WORK INSTRUCTIONS:
From the entries, return every line where the string "tools" shows up.

EXERCISE INPUTS:
+---+

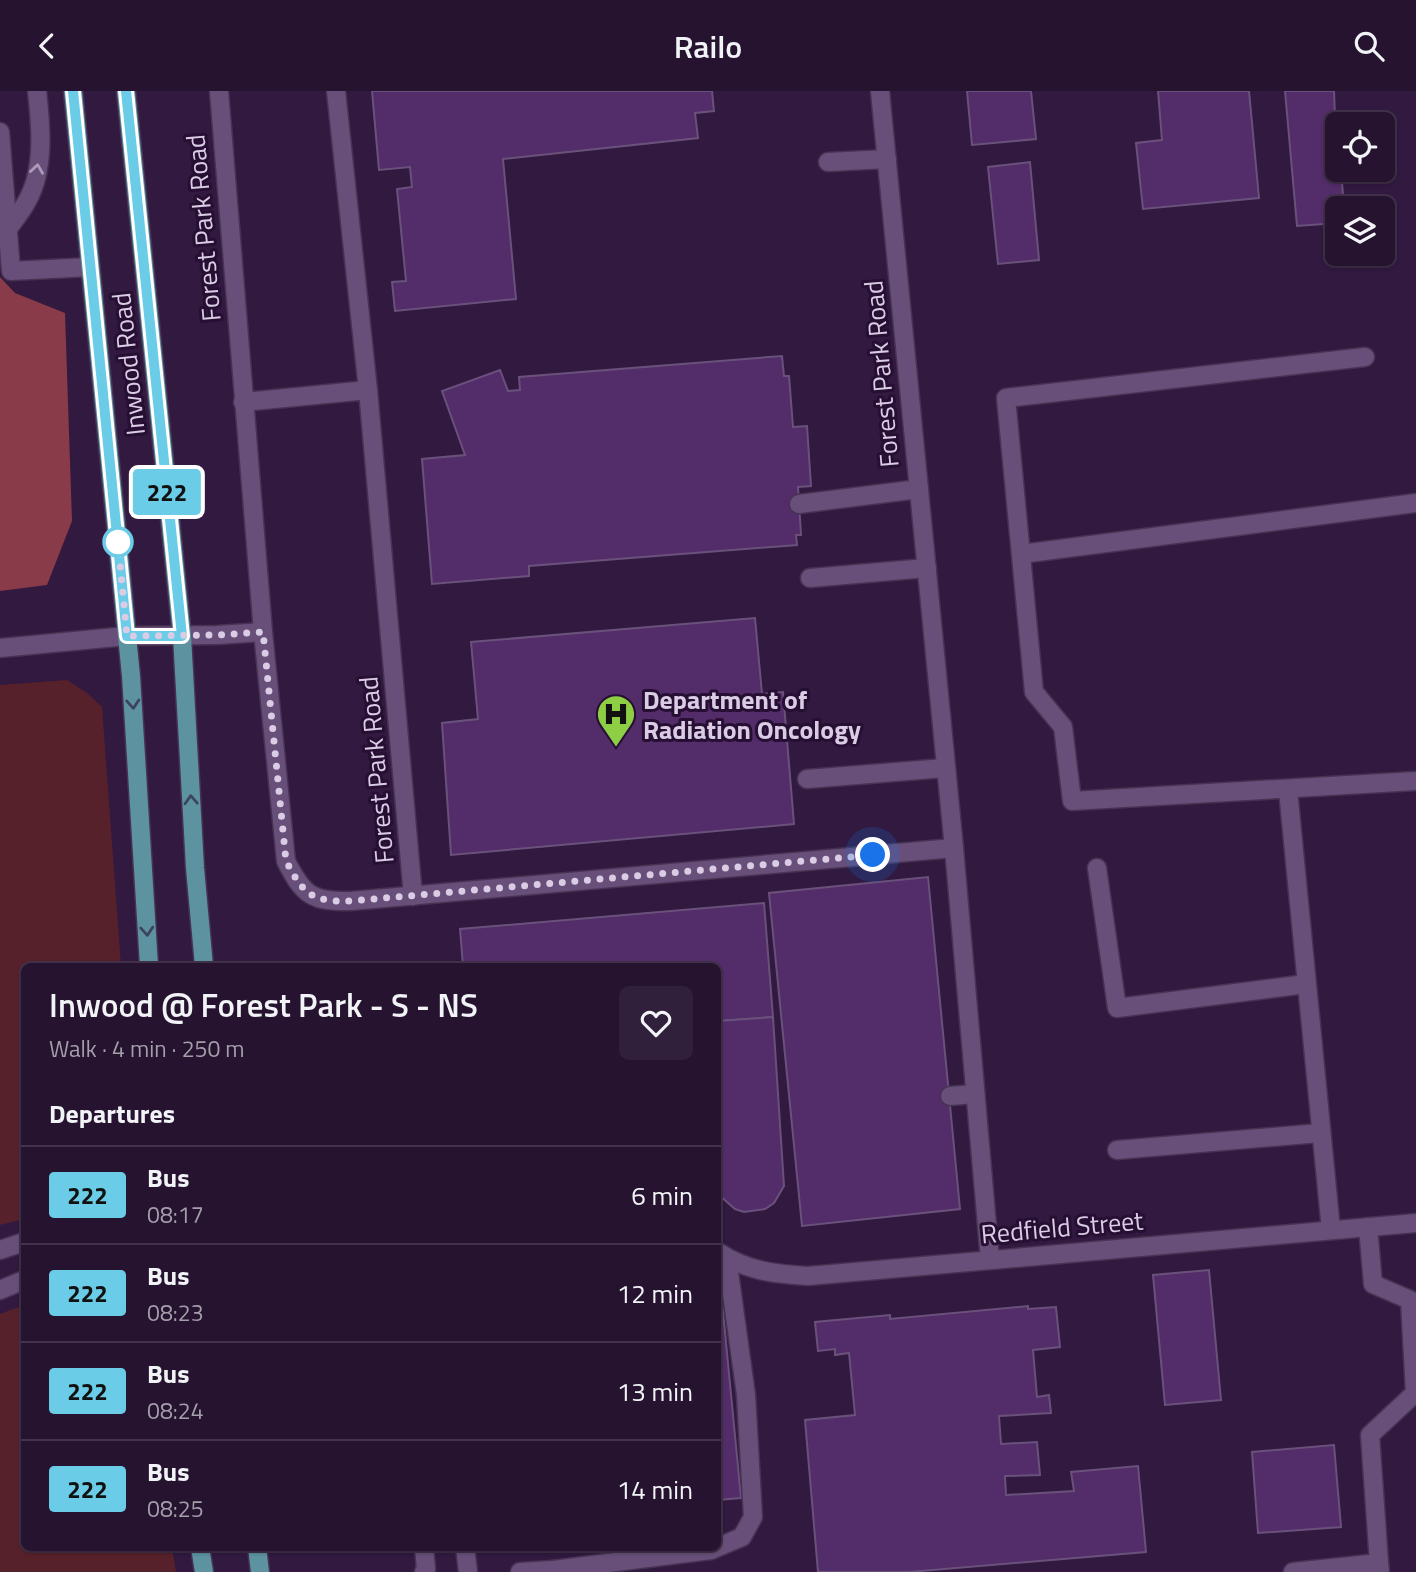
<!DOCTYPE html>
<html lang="en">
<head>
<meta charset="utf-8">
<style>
	body { margin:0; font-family:"Titillium Web",sans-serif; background:#31203b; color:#f1f3f6; height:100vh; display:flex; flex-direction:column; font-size:26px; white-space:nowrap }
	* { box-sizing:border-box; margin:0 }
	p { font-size:23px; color:#a39eaa }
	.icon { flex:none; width:38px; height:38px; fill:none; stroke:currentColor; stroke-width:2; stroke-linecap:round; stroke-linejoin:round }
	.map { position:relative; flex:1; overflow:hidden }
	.panel { position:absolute; left:21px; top:872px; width:700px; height:588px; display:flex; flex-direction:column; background:#25132f; border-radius:10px; box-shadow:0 2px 5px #0004,0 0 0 2px #42324b }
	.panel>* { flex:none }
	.badge { padding:0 14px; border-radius:5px; font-size:24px; line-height:46px }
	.tools { position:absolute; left:1325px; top:21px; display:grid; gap:14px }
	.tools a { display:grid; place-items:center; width:70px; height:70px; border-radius:10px; background:#25132f; box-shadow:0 2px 5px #0004,0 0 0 2px #42324b; font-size:35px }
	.you { position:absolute; width:35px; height:35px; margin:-18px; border:5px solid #fff; border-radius:50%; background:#1a73e8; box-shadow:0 0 0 10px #1a73e833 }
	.map>.badge { position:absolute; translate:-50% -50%; box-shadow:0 0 0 4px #fff }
	h2 { padding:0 28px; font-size:26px; line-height:63px }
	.round { display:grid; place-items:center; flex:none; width:74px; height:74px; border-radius:10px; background:#31203b }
	.headline { display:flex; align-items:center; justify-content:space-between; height:119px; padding:0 28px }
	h1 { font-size:33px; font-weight:600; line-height:52px }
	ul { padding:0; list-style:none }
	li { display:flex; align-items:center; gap:21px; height:98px; padding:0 28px; border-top:2px solid #42324b }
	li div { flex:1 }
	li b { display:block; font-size:26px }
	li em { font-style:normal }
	li .badge { min-width:77px; font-weight:700; text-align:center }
	header { display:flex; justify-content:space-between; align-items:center; height:91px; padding:0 28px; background:#25132f; font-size:32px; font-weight:600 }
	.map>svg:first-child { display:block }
</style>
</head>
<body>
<header><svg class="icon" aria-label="back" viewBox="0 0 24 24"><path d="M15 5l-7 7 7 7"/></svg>Railo<svg class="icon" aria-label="search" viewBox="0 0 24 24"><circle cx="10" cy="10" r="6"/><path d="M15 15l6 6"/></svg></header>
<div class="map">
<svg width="1416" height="1481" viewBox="0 0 1416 1481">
	<rect width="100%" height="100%" fill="#31193f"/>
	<g fill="#57212b">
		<polygon points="67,589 87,602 102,616 121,875 24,875 24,1128 0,1134 0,594"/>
		<polygon points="24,1214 24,1456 172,1456 176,1481 0,1481 0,1223"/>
	</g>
	<polygon fill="#893b49" points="0,186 15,202 65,222 72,430 47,494 0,500"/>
	<g fill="#532c6a" stroke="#6a517b" stroke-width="2">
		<polygon points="372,0 712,0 714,20 695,22 698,47 503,68 516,208 395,220 392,191 406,190 397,98 412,96 410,76 379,79"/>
		<polygon points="967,0 1031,0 1036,48 972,54"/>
		<polygon points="1158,0 1249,0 1259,107 1143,118 1136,52 1162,49"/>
		<polygon points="1285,0 1334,0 1337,79 1341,79 1344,117 1337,117 1337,132 1297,135"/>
		<polygon points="1030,71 1039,169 998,173 988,76"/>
		<polygon points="782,265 784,285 789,285 793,336 807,335 811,395 798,396 801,444 796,444 797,454 529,475 529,485 432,493 422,368 465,364 442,300 500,279 508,300 520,299 519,286"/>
		<polygon points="755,527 762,603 783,601 794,733 451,764 442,632 478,628 471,551"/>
		<polygon points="928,786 960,1118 802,1135 769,802"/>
		<polygon points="764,812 773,926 718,930 718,875 463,875 460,838"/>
		<polygon points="773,926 784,1095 774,1112 765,1118 744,1121 735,1118 718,1103 718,930"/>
		<polygon points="1209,1179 1221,1309 1165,1314 1153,1184"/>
		<polygon points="718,1210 722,1210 741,1407 718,1409"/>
		<polygon points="1028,1215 1028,1218 1056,1216 1060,1256 1033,1259 1037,1306 1049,1304 1051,1322 999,1325 1001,1353 1037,1351 1040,1384 1005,1385 1006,1404 1074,1400 1071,1381 1138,1375 1146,1461 909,1481 818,1481 805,1329 855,1324 849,1262 835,1264 835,1258 818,1260 815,1231 890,1224 890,1228"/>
		<polygon points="1334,1354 1341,1436 1258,1442 1252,1361"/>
	</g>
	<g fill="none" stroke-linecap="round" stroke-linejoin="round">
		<g stroke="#463353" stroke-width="21">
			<g id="minor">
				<path d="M219,0L263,541L286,770C303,804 312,811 351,810L954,757"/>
				<polyline points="336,0 368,299"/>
				<polyline points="880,0 954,757 990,1169"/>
				<polyline points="0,41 11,180 90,176"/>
				<polyline points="828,71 887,68"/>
				<path d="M8,138C14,129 22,120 27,110C45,79 41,35 37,0"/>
				<polyline points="1365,266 1006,307 1034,601 1063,636 1072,710 1416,690"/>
				<polyline points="243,311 368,299 413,805"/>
				<polyline points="799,413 919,398"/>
				<polyline points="1021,463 1416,412"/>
				<polyline points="810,487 927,477"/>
				<polyline points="0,557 127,545 217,544 263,541"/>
				<polyline points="807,688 945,677"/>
				<polyline points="1288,699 1331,1139"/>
				<polyline points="1097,777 1117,917 1306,893"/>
				<polyline points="950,1005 975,1003"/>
				<polyline points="1117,1059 1320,1042"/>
				<polyline points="1368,1136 1373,1193 1410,1209 1415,1302 1370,1344 1379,1472"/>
				<polyline points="0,1159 24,1151"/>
				<path d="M718,1161C747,1180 774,1183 808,1185L1416,1132"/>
				<polyline points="0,1199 24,1189"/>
				<polyline points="465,1456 468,1481"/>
				<polyline points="424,1481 426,1478 424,1456"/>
				<polyline points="520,1481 553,1479"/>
				<polyline points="554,1481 553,1479 711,1459 742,1446 753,1426 746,1304 727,1167"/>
				<polyline points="1293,1481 1379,1472 1380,1481"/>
			</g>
		</g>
		<g stroke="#463353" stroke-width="21">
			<g id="major">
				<polyline points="73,0 131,585 149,875"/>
				<polyline points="126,0 182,545 195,777 204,875"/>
				<polyline points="200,1456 204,1481"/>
				<polyline points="257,1456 260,1481"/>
			</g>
		</g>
		<use href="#minor" stroke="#684f79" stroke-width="18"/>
		<use href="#major" stroke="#5d93a1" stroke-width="18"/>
	</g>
	<defs><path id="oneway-chevron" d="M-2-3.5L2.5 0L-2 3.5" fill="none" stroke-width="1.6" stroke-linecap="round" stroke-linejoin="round" transform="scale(1.75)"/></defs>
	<use stroke="#ac9ab9" href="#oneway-chevron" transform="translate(37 78) rotate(-82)"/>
	<g stroke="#3d4460">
		<use href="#oneway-chevron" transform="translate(133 613) rotate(86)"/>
		<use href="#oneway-chevron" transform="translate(191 709) rotate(-93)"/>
		<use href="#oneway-chevron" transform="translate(147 840) rotate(86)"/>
	</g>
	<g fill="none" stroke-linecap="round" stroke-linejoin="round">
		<g stroke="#fff" stroke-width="16">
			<polyline id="line" points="73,0 127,545 182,545 126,0"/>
		</g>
		<use href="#line" stroke="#6bcce7" stroke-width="10"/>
		<path stroke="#d9cce4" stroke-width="7" stroke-dasharray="0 12.6" d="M118,451L127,545L217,544L263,541L286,770C304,804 312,811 351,810L873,764"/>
	</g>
	<defs>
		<g id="hospital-pin" transform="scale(2.0125)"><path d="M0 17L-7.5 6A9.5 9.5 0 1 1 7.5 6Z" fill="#8dce44" stroke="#270f34"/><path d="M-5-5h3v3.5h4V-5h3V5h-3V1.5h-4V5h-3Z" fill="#111"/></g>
	</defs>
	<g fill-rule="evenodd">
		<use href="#hospital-pin" x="616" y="623"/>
	</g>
	<circle fill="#fff" stroke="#6bcce7" stroke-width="3.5" cx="118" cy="451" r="14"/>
	<g text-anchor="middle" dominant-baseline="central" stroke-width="6" stroke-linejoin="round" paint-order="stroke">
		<g font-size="26" fill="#d9cce4" stroke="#270f34">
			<text transform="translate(203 137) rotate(-95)">Forest Park Road</text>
			<text transform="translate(128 273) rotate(-96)">Inwood Road</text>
			<text transform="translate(881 283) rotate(-95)">Forest Park Road</text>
			<text transform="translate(376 679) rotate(-95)">Forest Park Road</text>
			<text transform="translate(1062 1136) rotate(-5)">Redfield Street</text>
		</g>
		<g font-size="26" font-weight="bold" fill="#d9cce4" stroke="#270f34" text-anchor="start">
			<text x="643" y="608">Department of<tspan x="643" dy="30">Radiation Oncology</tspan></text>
		</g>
	</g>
</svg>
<div class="tools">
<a><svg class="icon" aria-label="locate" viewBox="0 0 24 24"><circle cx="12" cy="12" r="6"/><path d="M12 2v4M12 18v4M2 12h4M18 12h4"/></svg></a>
<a><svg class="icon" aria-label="layers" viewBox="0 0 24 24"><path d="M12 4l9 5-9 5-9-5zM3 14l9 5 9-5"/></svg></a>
</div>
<div class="you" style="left:873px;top:764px"></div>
<b class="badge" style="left:167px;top:401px;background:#6bcce7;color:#111">222</b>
<section class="panel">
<div class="headline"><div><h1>Inwood @ Forest Park - S - NS</h1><p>Walk · 4 min · 250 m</p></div><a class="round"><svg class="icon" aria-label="heart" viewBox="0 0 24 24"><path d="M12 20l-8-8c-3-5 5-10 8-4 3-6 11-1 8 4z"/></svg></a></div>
<h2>Departures</h2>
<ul>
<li><span class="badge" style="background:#6bcce7;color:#111">222</span><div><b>Bus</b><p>08:17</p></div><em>6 min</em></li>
<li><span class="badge" style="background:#6bcce7;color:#111">222</span><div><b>Bus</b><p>08:23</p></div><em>12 min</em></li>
<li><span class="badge" style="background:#6bcce7;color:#111">222</span><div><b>Bus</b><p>08:24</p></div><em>13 min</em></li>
<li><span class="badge" style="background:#6bcce7;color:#111">222</span><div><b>Bus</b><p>08:25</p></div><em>14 min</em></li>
</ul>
</section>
</div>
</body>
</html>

+---+

EXERCISE OUTPUT:
	.tools { position:absolute; left:1325px; top:21px; display:grid; gap:14px }
	.tools a { display:grid; place-items:center; width:70px; height:70px; border-radius:10px; background:#25132f; box-shadow:0 2px 5px #0004,0 0 0 2px #42324b; font-size:35px }
<div class="tools">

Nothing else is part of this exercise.